Digan lo que digan, a todo el mundo -salvo rarísimas excepciones, que tal vez no merezca la pena tener en cuenta- le gustan los boleros (sostiene Tomeo). Lo que pasa es que no lo reconocen. Prefieren continuar encerrados en el inmenso armario de los sordos.
«Los boleros me recuerdan que tengo corazón», le confesaba hace años un docto amigo alquimista que, aunque sólo fuese con la imaginación, se pasaba el día entre fríos alambiques, retortas y matraces. En aquellos tiempos, por suerte, tener corazón no resultaba tan arriesgado como lo es en estos duros tiempos, aunque sólo fuese porque entonces esa víscera todavía no se había pasado de moda y quedaba mucha gente que disponía de un corazón sin mácula, impoluto y generoso, dispuesta a cerrar los ojos y a iniciarse en la arriesgada aventura del amor.

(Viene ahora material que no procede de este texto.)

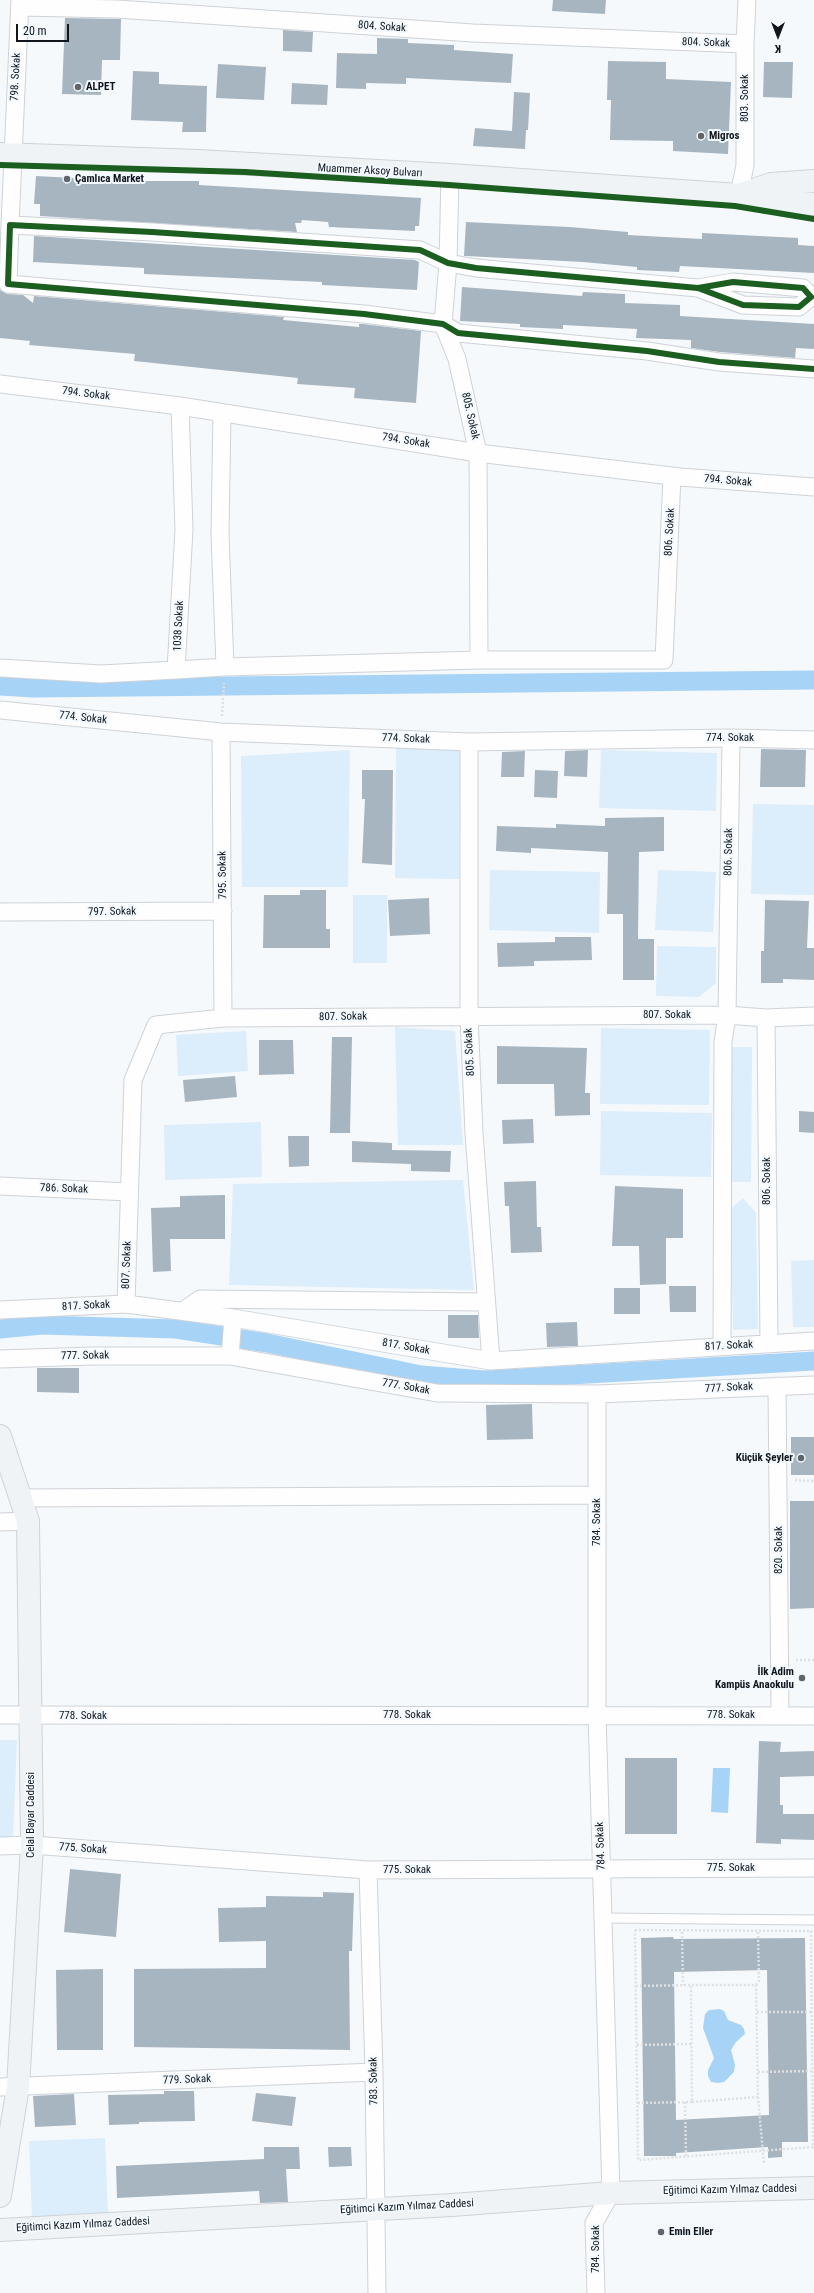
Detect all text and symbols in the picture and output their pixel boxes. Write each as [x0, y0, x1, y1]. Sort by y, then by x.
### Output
scale bar [18, 16, 71, 42]
north arrow [758, 16, 798, 56]
street label: 804. Sokak [358, 19, 406, 35]
text: 20 m [23, 24, 47, 38]
street label: 804. Sokak [682, 36, 730, 50]
text: K [775, 42, 781, 55]
street label: 798. Sokak [8, 53, 24, 101]
street label: 803. Sokak [738, 74, 752, 122]
place label: ALPET [86, 80, 116, 94]
marker: ALPET [73, 82, 83, 92]
place label: Migros [709, 129, 740, 143]
marker: Migros [696, 131, 706, 141]
street label: Muammer Aksoy Bulvarı [317, 162, 423, 180]
place label: Çamlıca Market [75, 172, 144, 186]
marker: Çamlıca Market [62, 174, 72, 184]
street label: 794. Sokak [61, 385, 111, 403]
street label: 805. Sokak [458, 391, 482, 441]
street label: 794. Sokak [381, 431, 431, 451]
street label: 794. Sokak [703, 472, 753, 490]
street label: 806. Sokak [662, 508, 678, 556]
street label: 1038 Sokak [171, 600, 187, 652]
street label: 774. Sokak [58, 709, 108, 727]
street label: 774. Sokak [706, 731, 754, 745]
street label: 774. Sokak [382, 732, 430, 746]
street label: 806. Sokak [722, 828, 736, 876]
street label: 795. Sokak [216, 851, 230, 899]
street label: 797. Sokak [88, 905, 136, 919]
street label: 807. Sokak [643, 1008, 691, 1022]
street label: 807. Sokak [319, 1010, 367, 1024]
street label: 805. Sokak [462, 1028, 478, 1076]
street label: 806. Sokak [760, 1157, 774, 1205]
street label: 786. Sokak [40, 1182, 88, 1196]
street label: 807. Sokak [120, 1241, 134, 1289]
street label: 817. Sokak [62, 1298, 110, 1314]
street label: 817. Sokak [381, 1336, 431, 1358]
street label: 817. Sokak [705, 1338, 753, 1354]
street label: 777. Sokak [61, 1349, 109, 1363]
street label: 777. Sokak [381, 1376, 431, 1398]
street label: 777. Sokak [705, 1380, 753, 1396]
place label: Küçük Şeyler [736, 1451, 793, 1465]
marker: Küçük Şeyler [796, 1453, 806, 1463]
street label: 784. Sokak [590, 1498, 604, 1546]
street label: 820. Sokak [772, 1526, 786, 1574]
place label: İlk Adim Kampüs Anaokulu [715, 1665, 794, 1691]
marker: İlk Adim Kampüs Anaokulu [797, 1673, 807, 1683]
street label: 778. Sokak [383, 1708, 431, 1722]
street label: 778. Sokak [707, 1708, 755, 1722]
street label: 778. Sokak [59, 1709, 107, 1723]
street label: Celal Bayar Caddesi [24, 1772, 38, 1858]
street label: 784. Sokak [594, 1822, 608, 1870]
street label: 775. Sokak [59, 1841, 107, 1857]
street label: 775. Sokak [707, 1861, 755, 1875]
street label: 775. Sokak [383, 1863, 431, 1877]
street label: 783. Sokak [367, 2057, 381, 2105]
street label: 779. Sokak [163, 2073, 211, 2087]
street label: Eğitimci Kazım Yılmaz Caddesi [663, 2182, 797, 2198]
street label: Eğitimci Kazım Yılmaz Caddesi [340, 2197, 474, 2217]
street label: Eğitimci Kazım Yılmaz Caddesi [16, 2215, 150, 2235]
street label: 784. Sokak [589, 2225, 603, 2273]
place label: Emin Eller [669, 2225, 713, 2239]
marker: Emin Eller [656, 2227, 666, 2237]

Hoy en día, sin embargo, tener corazón y confesarlo es otra historia. Resulta más arriesgado. Y ése es, en cierto modo, el riesgo que corre el personaje central de esta historia, es decir, nuestro cantante de boleros, del que ni siquiera sabemos cómo se llama.
Pretender cantar boleros, además, puede resultar patético cuando los demás, para manipularnos mejor, nos dicen que no lo hacemos mal del todo y que, aunque tenemos poca voz y desagradable, ponemos en el empeño mucho sentimiento: «Adelante con tus boleros», vienen a decirnos, dándonos unos cuantos golpecitos en la espalda. Y mientras tanto cambian una mirada de inteligencia con sus secuaces, burlándose en su fuero interno de nuestra ingenuidad, y siguen maquinando secretamente sus planes.
Con El cantante de boleros, este singularísimo y prolífico autor que es Javier Torneo nos obsequia con una de sus mejores cosechas.